__DATA EXTRACTS__
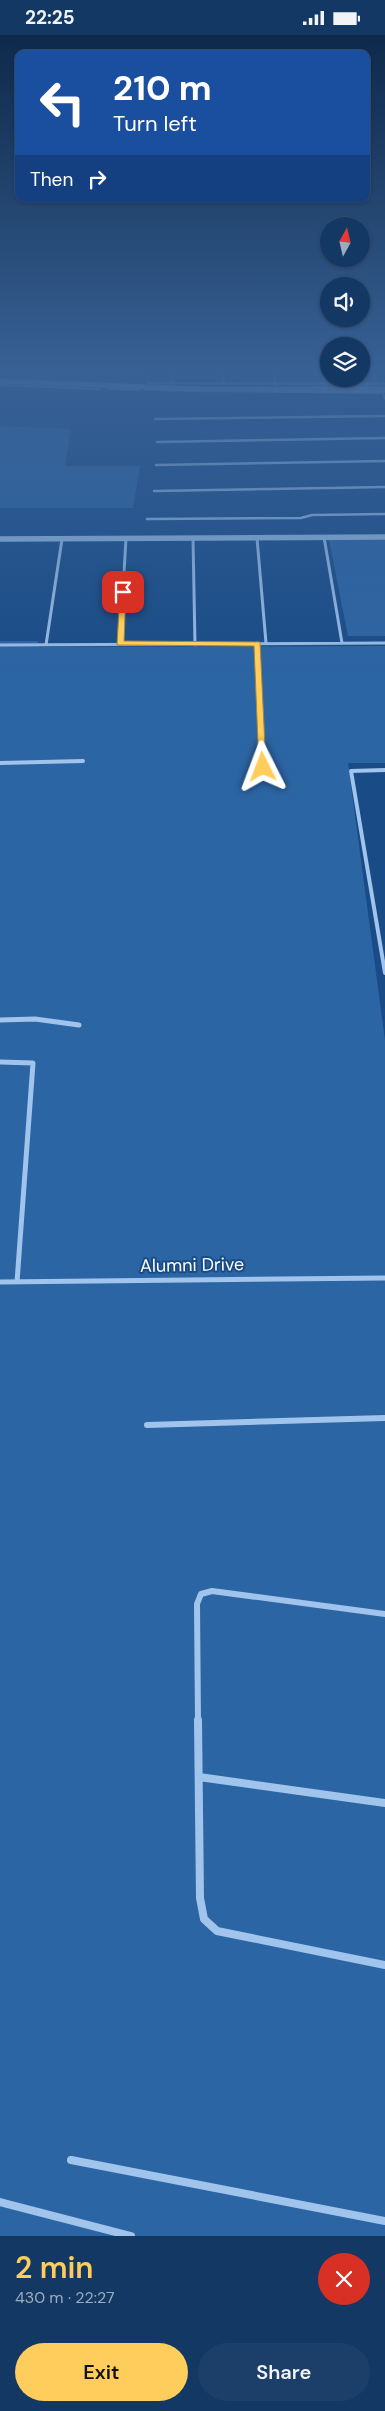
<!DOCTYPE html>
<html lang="en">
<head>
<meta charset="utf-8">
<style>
	:root { --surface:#133864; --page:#1c3f6a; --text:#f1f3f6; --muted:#9dacbf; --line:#325278; --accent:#ffcd5b }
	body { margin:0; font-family:"DM Sans",sans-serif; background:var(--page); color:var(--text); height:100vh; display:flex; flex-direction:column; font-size:19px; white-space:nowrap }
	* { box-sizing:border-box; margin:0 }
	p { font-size:16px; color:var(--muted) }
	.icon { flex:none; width:28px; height:28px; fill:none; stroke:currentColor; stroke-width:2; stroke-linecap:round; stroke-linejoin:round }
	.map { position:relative; height:2201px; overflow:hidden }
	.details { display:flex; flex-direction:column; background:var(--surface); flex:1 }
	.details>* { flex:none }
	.banner { position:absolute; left:15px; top:15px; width:355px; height:152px; border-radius:10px; box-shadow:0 1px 4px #0004,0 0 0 1px var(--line); background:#1a4fa0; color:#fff; overflow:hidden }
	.needle { width:32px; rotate:8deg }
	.buttons { position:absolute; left:320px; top:182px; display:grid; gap:10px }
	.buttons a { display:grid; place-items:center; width:50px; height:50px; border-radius:50%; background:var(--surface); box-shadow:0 1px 4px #0004,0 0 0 1px var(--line); font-size:25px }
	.pin { position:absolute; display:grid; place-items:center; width:42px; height:42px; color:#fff; margin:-21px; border-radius:10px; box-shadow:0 2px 8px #0006 }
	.me { position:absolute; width:55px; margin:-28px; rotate:357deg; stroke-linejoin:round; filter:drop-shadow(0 0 4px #0008) }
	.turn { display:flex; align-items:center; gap:18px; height:105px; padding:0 15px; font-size:22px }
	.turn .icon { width:65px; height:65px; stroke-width:2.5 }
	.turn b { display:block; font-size:35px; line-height:42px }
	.then { display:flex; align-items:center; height:48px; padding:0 15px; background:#0003; gap:10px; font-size:19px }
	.round { display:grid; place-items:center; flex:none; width:52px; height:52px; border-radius:26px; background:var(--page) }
	.headline { display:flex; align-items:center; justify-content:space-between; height:85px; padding:0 15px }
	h1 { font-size:30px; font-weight:600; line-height:38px; color:var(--accent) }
	.action { display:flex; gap:10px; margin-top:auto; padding:10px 15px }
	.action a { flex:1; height:58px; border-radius:30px; background:var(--accent); color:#111; font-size:20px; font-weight:600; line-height:58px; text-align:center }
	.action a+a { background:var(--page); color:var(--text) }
	.status { display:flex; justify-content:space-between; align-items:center; height:35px; padding:0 25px; background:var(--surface); direction:ltr }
	.status svg { height:14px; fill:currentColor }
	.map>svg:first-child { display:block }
	.green { fill:#2c65a4 }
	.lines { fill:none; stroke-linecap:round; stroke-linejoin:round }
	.stream { stroke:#92bfef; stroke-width:2 }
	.minor-far5 { stroke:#a0c4ec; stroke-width:2.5 }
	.minor-far4 { stroke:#a0c4ec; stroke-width:3 }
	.minor-far3 { stroke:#a0c4ec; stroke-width:4 }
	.minor-far2 { stroke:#a0c4ec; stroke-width:5 }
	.minor-far1 { stroke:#a0c4ec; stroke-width:6 }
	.minor { stroke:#a0c4ec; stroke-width:8 }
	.tertiary { stroke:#a0c4ec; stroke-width:5.5 }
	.secondary { stroke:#cce0f9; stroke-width:5 }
	.route { fill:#ffcd5b; stroke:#a6853b }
	.labels { text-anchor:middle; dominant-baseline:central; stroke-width:4; stroke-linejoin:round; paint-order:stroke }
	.street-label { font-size:18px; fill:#fff; stroke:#194b86 }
</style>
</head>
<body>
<div class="status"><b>22:25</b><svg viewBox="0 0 49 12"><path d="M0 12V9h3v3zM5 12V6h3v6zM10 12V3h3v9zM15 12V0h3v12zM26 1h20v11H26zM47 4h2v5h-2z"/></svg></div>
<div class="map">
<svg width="385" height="2201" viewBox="0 0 385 2201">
	<rect width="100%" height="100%" fill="#194b86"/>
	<path class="green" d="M0 339H148L150 348H385V359L0 355Z
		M0 391 71 394 65 431H140L133 473H0Z
		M329 505H385V601H348Z
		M0 606H38L39 612 385 611V728H348L385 1005V2201H0Z"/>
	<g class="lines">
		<path class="stream" d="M0 350 99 354
			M310 352H385
			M108 354 139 355
			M145 355 382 358
			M383 358 385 364"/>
		<path class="minor-far5" d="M172 339 173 348
			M223 339 224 350
			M274 339 276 350
			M323 339 325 350
			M373 339 377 349
			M148 348 385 349
			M155 384 385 381
			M157 407 385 403
			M156 430 385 426
			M154 456 385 452
			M147 484 301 483 312 480 385 479"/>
		<path class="minor-far4" d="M324 502 342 608
			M193 503 195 610
			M257 503 266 608
			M257 608 262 701
			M120 609 126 503
			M0 610 385 608
			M46 610 62 504"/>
		<path class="minor-far3" d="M261 700 263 732
			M0 728 83 726
			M385 735 351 736 385 938"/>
		<path class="minor-far2" d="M0 985 35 984 79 990
			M0 1027 33 1028 17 1247
			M0 1247 385 1243"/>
		<path class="minor-far1" d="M147 1390 385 1383
			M198 1686 197 1569 201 1559 212 1556 385 1579"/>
		<path class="minor" d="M198 1685 200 1863 204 1884 217 1896 385 1930
			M199 1742 385 1768
			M71 2125 385 2186
			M0 2167 131 2201"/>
		<path class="tertiary" d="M0 504 385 502"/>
		<path class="secondary" d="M0 346 199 354 385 355"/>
	</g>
	<linearGradient id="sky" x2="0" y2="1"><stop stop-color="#0e294a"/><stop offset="0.52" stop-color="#386195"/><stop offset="1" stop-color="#386195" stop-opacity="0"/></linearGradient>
	<rect width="385" height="647" fill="url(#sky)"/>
	<path class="route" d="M120 556 126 557 124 606 260 607 266 733 259 732 254 611 117 610Z"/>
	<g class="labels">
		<g class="street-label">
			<text transform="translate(192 1230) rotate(-1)">Alumni Drive</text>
		</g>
	</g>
</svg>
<div class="buttons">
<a><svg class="needle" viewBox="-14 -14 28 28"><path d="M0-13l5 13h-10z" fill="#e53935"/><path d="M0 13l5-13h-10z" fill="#9dacbf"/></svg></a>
<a><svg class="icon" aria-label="sound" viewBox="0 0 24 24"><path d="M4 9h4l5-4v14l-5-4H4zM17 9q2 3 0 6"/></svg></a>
<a><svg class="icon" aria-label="layers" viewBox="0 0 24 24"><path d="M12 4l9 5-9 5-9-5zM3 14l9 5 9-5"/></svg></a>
</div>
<div class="pin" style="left:123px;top:557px;background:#d93025"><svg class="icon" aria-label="arrive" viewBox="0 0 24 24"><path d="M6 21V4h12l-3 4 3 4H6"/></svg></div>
<svg class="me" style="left:263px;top:732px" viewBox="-20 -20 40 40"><path d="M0-17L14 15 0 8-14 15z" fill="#ffcd5b" stroke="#fff" stroke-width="4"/></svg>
<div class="banner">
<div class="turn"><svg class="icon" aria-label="left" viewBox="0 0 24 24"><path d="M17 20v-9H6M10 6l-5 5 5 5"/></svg><div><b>210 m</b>Turn left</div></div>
<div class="then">Then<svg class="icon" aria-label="right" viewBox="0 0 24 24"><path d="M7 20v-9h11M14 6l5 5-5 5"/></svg></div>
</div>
</div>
<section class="details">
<div class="headline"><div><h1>2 min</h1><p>430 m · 22:27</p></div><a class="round" style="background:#d93025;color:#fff"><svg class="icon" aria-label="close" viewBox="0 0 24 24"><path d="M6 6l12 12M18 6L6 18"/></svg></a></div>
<div class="action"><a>Exit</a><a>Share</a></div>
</section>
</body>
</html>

__YOUR TASK__
Could you set down, exactly as written, every line from the start of the records above through the line containing "position:absolute; left:320px; top:182px;", leaving the pictures out?

__OUTPUT OF THE TASK__
<!DOCTYPE html>
<html lang="en">
<head>
<meta charset="utf-8">
<style>
	:root { --surface:#133864; --page:#1c3f6a; --text:#f1f3f6; --muted:#9dacbf; --line:#325278; --accent:#ffcd5b }
	body { margin:0; font-family:"DM Sans",sans-serif; background:var(--page); color:var(--text); height:100vh; display:flex; flex-direction:column; font-size:19px; white-space:nowrap }
	* { box-sizing:border-box; margin:0 }
	p { font-size:16px; color:var(--muted) }
	.icon { flex:none; width:28px; height:28px; fill:none; stroke:currentColor; stroke-width:2; stroke-linecap:round; stroke-linejoin:round }
	.map { position:relative; height:2201px; overflow:hidden }
	.details { display:flex; flex-direction:column; background:var(--surface); flex:1 }
	.details>* { flex:none }
	.banner { position:absolute; left:15px; top:15px; width:355px; height:152px; border-radius:10px; box-shadow:0 1px 4px #0004,0 0 0 1px var(--line); background:#1a4fa0; color:#fff; overflow:hidden }
	.needle { width:32px; rotate:8deg }
	.buttons { position:absolute; left:320px; top:182px; display:grid; gap:10px }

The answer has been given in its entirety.